Philippe Abjean, fondateur de la Vallée des Saints, est un homme à contre-courant. Si, à la fin du Moyen-Age, il y avait des Galilée et des Giordano Bruno qui s’opposaient à l’Église et finissaient parfois sur le bûcher, aujourd’hui on a des Philippe Abjean qui vont, eux, dans le sens contraire, à contre-courant de la déchristianisation générale qui sévit en Europe.
Les origines de la Bretagne sont bercées par deux grands mythes fondateurs. L’établissement de légionnaires britto-romains démobilisés, en particulier dans le Léon (qui veut dire « légion »), avec son premier roi breton, Konan Meriadek, issu de ces prétoriens (voir Léon Fleuriot). L’autre centré autour des sept saints fondateurs est une vaste épopée d’évangélistes prosélytes et prédicateurs venus pour la plupart aussi de cette Brittania, mais aussi d’Irlande, qui ont fait que cette Armorique, ou Brittania minor, a servi de tremplin pour reconvertir l’Europe après les invasions des « barbares ». Ce mythe fondateur est d’autant plus glorieux et sujet de fierté puisque au Ve siècle tout l’empire romain d’occident a été submergé par ces peuples venus du nord de l’Europe et du Caucase --sauf l’Armorique. Nous avons été submergés par des saints ! Du moins des chefs spirituels qui accompagnèrent les migrations des Bretons en Armorique.

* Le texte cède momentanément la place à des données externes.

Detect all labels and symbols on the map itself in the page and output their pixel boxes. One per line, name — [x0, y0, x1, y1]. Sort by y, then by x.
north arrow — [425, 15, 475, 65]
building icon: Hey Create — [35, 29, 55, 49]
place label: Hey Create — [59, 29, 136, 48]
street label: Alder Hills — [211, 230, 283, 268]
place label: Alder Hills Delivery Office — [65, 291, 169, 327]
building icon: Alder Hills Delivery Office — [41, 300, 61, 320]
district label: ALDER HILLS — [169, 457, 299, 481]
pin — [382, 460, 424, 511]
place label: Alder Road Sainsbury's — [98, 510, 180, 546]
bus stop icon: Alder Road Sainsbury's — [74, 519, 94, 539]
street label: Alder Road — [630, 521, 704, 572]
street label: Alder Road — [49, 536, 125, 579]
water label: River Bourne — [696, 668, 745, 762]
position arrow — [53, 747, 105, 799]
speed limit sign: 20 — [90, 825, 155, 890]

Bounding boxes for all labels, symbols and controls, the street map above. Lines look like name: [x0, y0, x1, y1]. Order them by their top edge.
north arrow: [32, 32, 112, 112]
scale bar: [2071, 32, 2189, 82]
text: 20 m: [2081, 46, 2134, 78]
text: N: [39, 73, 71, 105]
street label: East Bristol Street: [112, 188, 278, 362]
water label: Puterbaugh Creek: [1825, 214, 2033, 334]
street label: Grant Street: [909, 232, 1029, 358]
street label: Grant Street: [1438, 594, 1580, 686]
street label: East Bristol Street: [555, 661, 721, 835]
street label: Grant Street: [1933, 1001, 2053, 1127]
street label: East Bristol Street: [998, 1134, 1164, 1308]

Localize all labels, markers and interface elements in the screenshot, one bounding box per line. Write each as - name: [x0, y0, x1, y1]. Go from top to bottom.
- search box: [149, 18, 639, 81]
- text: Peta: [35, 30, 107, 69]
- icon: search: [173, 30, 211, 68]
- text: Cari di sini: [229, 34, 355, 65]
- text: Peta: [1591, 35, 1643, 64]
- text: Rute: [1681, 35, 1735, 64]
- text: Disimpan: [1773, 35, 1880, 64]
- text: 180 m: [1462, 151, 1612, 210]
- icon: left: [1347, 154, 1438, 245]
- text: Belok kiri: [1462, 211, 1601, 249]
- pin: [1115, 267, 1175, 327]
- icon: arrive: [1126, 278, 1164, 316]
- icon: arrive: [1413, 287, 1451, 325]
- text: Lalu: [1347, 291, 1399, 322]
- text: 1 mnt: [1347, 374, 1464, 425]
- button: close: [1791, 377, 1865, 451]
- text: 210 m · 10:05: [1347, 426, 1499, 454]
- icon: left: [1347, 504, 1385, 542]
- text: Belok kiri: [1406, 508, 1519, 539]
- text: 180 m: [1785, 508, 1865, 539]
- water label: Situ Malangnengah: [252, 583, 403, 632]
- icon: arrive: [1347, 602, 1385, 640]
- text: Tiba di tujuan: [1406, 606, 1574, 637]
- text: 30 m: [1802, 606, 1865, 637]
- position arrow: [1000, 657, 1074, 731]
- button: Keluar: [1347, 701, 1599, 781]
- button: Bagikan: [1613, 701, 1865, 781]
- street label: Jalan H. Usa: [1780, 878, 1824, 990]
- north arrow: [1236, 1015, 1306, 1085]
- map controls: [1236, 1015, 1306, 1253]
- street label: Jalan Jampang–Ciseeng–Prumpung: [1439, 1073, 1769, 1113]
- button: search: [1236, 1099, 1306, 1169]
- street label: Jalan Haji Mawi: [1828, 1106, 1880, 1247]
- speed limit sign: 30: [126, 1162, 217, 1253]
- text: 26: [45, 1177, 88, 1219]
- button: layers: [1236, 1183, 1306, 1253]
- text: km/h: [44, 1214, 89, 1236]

Arrivé en Bretagne à Saint-Pol-de-Léon où se trouve justement le sarcophage de Konan Meriadek, constatant que les églises se vidaient, Philippe Abjean s’est penché sur ce lointain passé pour essayer de faire revivre une vie spirituelle, du moins une vie spirituelle visible car beaucoup ont une vie spirituelle que bien sûr personne ne voit.
Dans son livre Un rêve de pierre. Du Tro Breiz à la Vallée des Saints, paru aux éditions Salvator, Philippe Abjean rappelle l’histoire de ces deux belles aventures et la vision qui les a portées. La Vallée des saints est un « projet fou » visant l’érection de 1000 statues issues de ce patrimoine breton religieux dont les traces sont partout dans la toponymie bretonne. Chaque statue est financée par un ou des mécènes. Contre toute attente et contre les avis défavorables de la hiérarchie catholique et même des élus, le projet est devenu une destination touristique de premier plan. Cela a marché.
Difficile de garder le cap. Philippe Abjean n’avait sans doute pas prévu que viendrait se greffer sur l’association : une entreprise, un restaurant, des parkings, une librairie, des toilettes, un ou des spécialistes du marketing. Des pressions mais aussi des glissements moins visibles qui s’exerceraient sur l’association pour laïciser et rentabiliser le projet.
Sauf que, en janvier dernier, Philippe Abjean a démissionné de son poste de président de l’association de la Vallée des Saints, suite à des désaccords sur des choix de gestion. Il reste cependant membre du Conseil d’administration tel que le prévoient les statuts. Elie Guéguen, vice-président, a aussi démissionné mais reste secrétaire... Gilles Guymare, président de Terre de Granit, la SAS filiale de la Vallée des Saints, a aussi démissionné mais Sébastien Minguy en reste le directeur.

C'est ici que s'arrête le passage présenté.